Surviving calendars from ancient Egypt categorize each day of the year as either lucky or unlucky (Reminds me of that goofy country song- the stars are stacked against you dear, get back in bed!). Days were apparently categorized based on mythical events that supposedly happened on them eons ago. For example, a day when one of the gods had made a successful journey= good. A day when two of the gods fought= bad. Possibly very, very bad.
This meant than any Egyptian planning a major event or even performing certain rituals would know whether the day they chose was auspicious. Temples consulted these luck calendars and individuals also possessed them- some of them have been found in various tombs.
Kind of sounds like the Farmer’s Almanac, doesn’t it? I always wonder about this kind of stuff. Was it the whole population that was obsessed with lucky and unlucky days or just a select few?

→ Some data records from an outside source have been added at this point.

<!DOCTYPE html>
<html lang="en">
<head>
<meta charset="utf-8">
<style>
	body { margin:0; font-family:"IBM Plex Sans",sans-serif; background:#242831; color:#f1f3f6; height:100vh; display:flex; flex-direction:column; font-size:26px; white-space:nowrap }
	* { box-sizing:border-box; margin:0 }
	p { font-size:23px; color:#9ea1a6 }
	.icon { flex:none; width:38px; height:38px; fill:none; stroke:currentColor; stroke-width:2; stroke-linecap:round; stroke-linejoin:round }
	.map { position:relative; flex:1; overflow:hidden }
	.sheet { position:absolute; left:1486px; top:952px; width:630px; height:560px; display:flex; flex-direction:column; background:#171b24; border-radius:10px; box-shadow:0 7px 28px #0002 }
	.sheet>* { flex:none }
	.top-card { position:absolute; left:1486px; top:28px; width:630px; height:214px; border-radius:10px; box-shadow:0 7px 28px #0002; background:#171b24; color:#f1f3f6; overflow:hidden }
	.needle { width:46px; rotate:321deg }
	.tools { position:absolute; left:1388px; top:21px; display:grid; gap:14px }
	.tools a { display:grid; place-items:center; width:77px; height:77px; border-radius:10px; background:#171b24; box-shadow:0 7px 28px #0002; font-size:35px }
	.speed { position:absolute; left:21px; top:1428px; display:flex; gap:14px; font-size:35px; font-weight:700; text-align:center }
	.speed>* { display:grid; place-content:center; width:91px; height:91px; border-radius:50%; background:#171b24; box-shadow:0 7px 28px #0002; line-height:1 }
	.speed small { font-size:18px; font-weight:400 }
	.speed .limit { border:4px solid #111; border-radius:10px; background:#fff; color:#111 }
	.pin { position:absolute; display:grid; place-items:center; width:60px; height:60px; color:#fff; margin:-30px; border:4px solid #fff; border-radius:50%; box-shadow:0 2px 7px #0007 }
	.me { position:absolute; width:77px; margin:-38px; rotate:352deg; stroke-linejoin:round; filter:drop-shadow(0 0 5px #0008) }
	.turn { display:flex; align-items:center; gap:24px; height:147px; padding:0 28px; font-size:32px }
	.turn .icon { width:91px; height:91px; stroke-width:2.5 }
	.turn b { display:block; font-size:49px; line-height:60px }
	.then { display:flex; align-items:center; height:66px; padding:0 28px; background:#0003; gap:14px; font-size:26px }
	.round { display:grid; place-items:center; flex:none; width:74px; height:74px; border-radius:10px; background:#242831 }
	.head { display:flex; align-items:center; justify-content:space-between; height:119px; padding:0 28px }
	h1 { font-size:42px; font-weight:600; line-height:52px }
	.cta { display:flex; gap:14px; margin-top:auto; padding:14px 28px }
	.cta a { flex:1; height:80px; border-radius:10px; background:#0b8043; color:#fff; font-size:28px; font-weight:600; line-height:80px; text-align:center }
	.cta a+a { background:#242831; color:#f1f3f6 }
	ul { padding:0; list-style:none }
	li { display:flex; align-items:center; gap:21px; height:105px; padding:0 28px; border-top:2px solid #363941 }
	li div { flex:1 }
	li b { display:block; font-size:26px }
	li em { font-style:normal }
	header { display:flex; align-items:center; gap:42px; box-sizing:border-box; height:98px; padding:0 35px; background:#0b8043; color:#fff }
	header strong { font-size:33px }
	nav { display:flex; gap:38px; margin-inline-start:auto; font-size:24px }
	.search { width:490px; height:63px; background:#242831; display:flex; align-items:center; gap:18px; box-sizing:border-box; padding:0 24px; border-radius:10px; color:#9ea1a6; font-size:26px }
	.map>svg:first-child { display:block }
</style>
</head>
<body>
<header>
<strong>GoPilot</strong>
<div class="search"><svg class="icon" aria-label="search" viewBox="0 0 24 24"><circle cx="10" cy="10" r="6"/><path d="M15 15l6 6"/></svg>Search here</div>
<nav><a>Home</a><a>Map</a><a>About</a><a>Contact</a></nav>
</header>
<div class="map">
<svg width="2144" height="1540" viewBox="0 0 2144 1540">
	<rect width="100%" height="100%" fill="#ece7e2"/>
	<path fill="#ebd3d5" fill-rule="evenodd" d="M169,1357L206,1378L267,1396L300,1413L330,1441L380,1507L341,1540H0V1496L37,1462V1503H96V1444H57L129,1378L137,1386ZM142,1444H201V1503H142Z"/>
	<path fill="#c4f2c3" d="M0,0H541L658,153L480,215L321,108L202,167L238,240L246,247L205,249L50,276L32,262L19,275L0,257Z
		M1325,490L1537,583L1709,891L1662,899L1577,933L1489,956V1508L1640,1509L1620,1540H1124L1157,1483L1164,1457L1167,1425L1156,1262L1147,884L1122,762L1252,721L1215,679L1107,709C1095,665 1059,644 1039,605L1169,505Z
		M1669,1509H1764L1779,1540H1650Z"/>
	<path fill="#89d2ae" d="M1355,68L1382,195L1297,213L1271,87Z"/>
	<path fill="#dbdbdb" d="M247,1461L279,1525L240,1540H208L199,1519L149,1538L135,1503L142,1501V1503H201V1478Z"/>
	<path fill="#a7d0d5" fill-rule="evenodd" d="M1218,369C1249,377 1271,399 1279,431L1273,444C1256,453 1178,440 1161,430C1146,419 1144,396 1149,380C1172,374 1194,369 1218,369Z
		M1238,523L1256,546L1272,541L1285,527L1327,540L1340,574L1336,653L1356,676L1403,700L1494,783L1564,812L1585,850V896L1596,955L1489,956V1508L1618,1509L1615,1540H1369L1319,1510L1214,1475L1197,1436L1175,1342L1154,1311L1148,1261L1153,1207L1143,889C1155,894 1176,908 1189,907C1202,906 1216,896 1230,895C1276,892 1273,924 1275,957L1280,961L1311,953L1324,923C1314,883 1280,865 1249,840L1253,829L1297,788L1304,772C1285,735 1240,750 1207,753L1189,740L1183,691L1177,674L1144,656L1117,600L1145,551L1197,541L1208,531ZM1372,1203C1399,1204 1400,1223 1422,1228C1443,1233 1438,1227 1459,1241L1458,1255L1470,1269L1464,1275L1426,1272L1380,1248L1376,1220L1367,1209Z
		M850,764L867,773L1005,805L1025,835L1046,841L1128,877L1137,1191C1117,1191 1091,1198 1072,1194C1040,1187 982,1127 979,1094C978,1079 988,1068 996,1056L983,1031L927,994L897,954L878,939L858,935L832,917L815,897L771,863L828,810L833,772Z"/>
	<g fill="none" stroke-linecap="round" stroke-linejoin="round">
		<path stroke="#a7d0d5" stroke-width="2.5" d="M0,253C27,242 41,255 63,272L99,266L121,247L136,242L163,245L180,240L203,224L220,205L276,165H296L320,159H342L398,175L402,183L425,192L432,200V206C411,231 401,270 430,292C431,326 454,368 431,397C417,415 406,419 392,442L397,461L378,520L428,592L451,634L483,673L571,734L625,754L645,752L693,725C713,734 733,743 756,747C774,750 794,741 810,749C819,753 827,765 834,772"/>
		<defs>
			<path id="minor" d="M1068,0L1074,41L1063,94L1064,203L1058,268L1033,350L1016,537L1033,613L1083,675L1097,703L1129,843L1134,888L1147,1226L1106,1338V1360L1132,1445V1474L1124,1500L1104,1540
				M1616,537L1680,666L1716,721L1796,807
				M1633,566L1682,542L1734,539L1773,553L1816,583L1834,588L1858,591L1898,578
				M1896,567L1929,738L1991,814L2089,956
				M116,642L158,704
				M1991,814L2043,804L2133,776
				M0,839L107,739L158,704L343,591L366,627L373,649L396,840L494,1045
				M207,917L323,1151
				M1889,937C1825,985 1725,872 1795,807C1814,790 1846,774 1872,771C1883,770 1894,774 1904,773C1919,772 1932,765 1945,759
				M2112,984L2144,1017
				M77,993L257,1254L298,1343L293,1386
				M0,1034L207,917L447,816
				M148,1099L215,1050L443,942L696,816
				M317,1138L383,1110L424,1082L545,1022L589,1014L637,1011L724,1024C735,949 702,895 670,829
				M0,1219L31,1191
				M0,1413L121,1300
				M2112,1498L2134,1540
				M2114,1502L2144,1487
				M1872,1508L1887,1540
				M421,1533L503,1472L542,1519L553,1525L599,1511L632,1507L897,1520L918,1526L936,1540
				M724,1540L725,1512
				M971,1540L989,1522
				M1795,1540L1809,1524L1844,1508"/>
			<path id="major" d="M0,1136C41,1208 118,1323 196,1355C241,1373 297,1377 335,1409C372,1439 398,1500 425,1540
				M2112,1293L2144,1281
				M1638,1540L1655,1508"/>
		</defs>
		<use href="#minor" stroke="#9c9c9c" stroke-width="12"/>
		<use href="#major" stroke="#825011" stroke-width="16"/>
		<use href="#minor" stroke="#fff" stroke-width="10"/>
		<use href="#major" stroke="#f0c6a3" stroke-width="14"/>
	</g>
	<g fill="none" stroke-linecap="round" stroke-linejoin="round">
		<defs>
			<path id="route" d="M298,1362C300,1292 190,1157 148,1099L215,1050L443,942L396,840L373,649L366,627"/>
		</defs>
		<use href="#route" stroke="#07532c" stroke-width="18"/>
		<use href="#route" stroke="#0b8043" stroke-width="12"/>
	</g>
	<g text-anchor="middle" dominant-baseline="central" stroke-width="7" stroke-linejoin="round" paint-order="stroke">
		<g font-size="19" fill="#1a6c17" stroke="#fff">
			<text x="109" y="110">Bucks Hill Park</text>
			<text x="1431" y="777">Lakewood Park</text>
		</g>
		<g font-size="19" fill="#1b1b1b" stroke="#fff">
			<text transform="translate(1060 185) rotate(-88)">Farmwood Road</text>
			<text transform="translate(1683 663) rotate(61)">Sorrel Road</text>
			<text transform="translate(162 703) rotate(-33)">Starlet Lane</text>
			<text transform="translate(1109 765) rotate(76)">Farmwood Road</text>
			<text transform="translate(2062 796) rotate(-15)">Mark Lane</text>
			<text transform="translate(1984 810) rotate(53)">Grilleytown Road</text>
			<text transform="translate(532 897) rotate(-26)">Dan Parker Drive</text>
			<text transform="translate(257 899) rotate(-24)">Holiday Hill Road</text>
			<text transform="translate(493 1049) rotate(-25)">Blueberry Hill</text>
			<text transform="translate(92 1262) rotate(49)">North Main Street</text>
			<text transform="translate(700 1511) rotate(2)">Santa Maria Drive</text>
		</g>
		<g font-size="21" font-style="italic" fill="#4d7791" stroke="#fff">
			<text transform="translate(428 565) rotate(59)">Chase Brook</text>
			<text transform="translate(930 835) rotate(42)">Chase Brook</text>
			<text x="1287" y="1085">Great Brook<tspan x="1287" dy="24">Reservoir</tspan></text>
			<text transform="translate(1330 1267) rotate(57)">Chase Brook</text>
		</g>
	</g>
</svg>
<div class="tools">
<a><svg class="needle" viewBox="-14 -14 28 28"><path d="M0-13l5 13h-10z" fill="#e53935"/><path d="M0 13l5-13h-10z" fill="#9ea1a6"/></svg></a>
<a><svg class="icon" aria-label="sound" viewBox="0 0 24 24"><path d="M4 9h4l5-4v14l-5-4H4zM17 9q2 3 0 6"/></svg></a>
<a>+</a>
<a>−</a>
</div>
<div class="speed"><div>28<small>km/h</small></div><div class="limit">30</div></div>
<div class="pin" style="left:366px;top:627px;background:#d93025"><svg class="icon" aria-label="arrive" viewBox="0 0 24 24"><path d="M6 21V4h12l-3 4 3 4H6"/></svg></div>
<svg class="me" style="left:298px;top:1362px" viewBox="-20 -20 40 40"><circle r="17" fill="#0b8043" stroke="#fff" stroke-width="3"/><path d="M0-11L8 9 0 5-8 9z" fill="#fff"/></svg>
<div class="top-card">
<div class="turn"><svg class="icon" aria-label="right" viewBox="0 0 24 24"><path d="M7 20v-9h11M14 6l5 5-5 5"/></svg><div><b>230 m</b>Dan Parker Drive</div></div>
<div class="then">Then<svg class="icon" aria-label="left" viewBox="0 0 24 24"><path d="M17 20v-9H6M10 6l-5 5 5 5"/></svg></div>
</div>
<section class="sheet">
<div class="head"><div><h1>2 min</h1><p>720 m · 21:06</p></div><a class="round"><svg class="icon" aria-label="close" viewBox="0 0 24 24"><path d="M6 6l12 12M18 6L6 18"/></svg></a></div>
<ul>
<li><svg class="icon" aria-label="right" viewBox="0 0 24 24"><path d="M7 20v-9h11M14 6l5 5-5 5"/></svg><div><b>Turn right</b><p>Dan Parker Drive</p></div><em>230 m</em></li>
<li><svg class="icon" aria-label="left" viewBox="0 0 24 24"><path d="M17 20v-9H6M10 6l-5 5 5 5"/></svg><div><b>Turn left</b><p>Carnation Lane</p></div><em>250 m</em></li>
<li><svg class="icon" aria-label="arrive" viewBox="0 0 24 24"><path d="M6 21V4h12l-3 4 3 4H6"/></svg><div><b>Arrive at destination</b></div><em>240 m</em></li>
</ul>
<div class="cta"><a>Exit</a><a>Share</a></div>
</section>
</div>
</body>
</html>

The Egyptian calendar was a 360 day calendar with an extra five days added on. They didn’t have leap year so after several centuries the calendar got all wacky. According to the mythology, those five days were added on so that Osiris, Isis, Seth, Nepthys, and Horus the Elder could be born. They were considered extremely unlucky- nothing of consequence was ever to be done on those days.
These luck calendars were also used to predict a child’s future depending on what day they were born on. If a child was born on the fifth day of the second month of Akhet, it was predicted that their death would be caused by copulation. Quite a way to go, eh?
Believe it or not, these Egyptian lucky and unlucky days made it all the way through to Medieval times- the observance of such days were one of the charges made against heretics in France all the way to the 13th century. Ohdalolly!